[Prompt]
Here the job is to retype the data word for word while leaving the pictures aside.

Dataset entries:
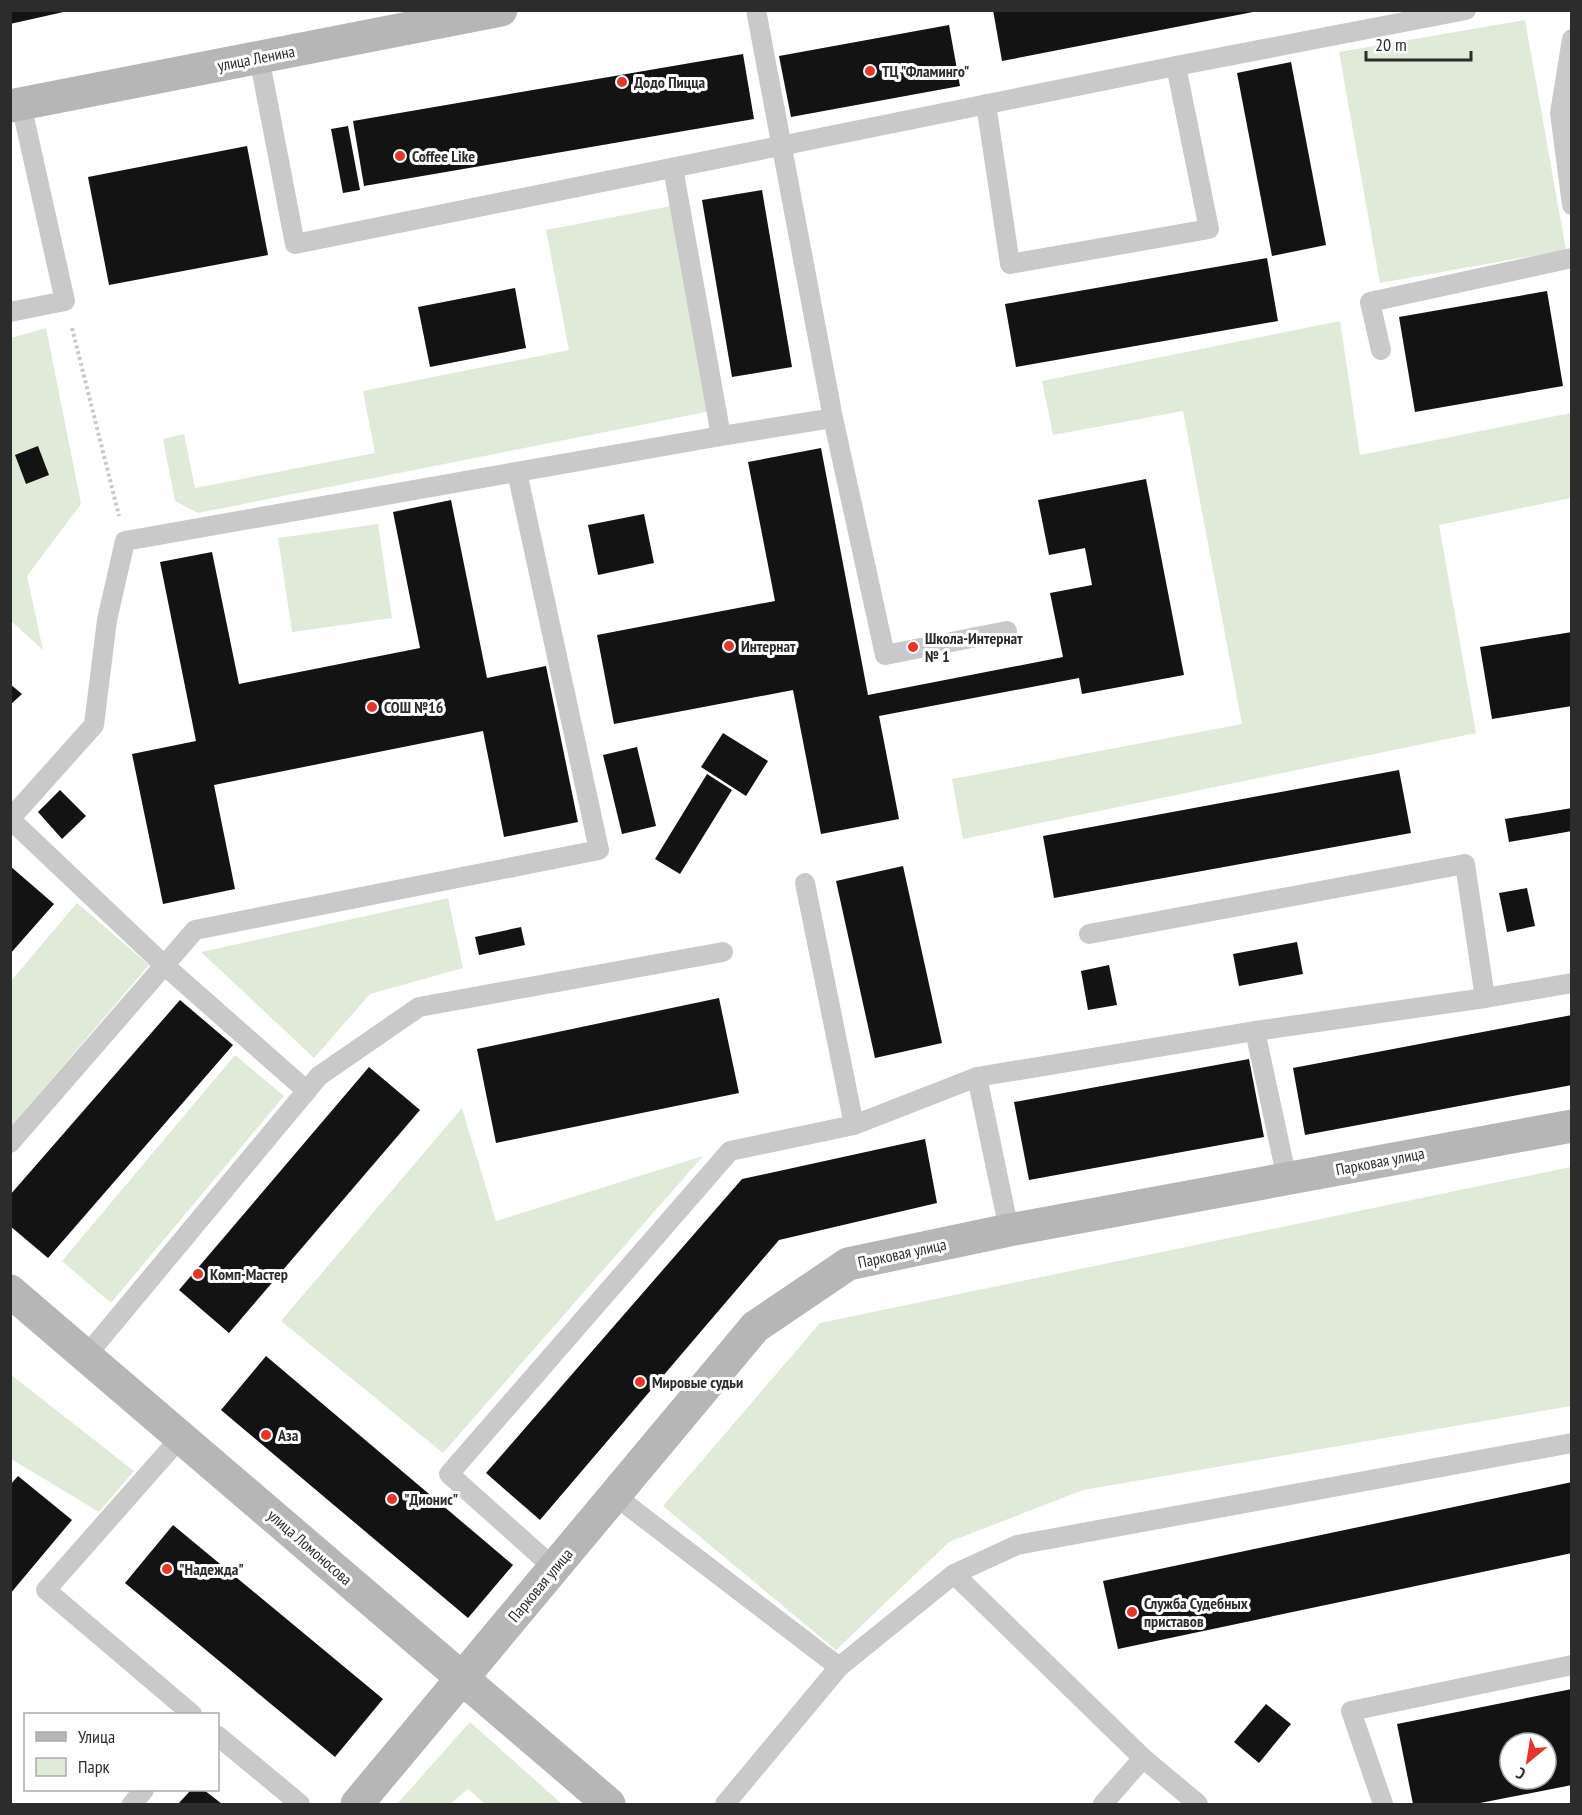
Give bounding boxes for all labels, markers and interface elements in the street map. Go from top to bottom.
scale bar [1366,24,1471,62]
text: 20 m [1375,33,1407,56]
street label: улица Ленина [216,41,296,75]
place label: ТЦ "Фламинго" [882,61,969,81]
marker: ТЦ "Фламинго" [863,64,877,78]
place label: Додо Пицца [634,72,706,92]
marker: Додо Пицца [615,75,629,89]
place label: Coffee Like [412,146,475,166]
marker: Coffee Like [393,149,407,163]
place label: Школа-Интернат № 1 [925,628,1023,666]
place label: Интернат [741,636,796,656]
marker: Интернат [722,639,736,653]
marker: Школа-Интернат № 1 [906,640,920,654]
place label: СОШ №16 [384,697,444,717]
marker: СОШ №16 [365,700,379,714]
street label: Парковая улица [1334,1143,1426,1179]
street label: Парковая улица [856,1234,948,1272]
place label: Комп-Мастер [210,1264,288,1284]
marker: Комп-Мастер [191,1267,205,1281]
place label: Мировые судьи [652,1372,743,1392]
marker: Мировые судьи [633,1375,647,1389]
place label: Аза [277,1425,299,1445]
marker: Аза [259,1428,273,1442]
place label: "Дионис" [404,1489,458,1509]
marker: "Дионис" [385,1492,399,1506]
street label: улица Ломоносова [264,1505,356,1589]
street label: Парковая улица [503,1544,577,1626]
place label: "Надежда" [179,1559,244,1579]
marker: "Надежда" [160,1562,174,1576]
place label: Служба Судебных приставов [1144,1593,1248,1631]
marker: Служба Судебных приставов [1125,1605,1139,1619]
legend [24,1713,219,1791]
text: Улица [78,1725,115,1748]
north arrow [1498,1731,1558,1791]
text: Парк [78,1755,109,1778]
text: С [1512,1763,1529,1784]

[Reply]
Give bounding boxes for all labels, markers and interface elements in the street map. Go from top to bottom.
scale bar [1366,24,1471,62]
text: 20 m [1375,33,1407,56]
street label: улица Ленина [216,41,296,75]
place label: ТЦ "Фламинго" [882,61,969,81]
marker: ТЦ "Фламинго" [863,64,877,78]
place label: Додо Пицца [634,72,706,92]
marker: Додо Пицца [615,75,629,89]
place label: Coffee Like [412,146,475,166]
marker: Coffee Like [393,149,407,163]
place label: Школа-Интернат № 1 [925,628,1023,666]
place label: Интернат [741,636,796,656]
marker: Интернат [722,639,736,653]
marker: Школа-Интернат № 1 [906,640,920,654]
place label: СОШ №16 [384,697,444,717]
marker: СОШ №16 [365,700,379,714]
street label: Парковая улица [1334,1143,1426,1179]
street label: Парковая улица [856,1234,948,1272]
place label: Комп-Мастер [210,1264,288,1284]
marker: Комп-Мастер [191,1267,205,1281]
place label: Мировые судьи [652,1372,743,1392]
marker: Мировые судьи [633,1375,647,1389]
place label: Аза [277,1425,299,1445]
marker: Аза [259,1428,273,1442]
place label: "Дионис" [404,1489,458,1509]
marker: "Дионис" [385,1492,399,1506]
street label: улица Ломоносова [264,1505,356,1589]
street label: Парковая улица [503,1544,577,1626]
place label: "Надежда" [179,1559,244,1579]
marker: "Надежда" [160,1562,174,1576]
place label: Служба Судебных приставов [1144,1593,1248,1631]
marker: Служба Судебных приставов [1125,1605,1139,1619]
legend [24,1713,219,1791]
text: Улица [78,1725,115,1748]
north arrow [1498,1731,1558,1791]
text: Парк [78,1755,109,1778]
text: С [1512,1763,1529,1784]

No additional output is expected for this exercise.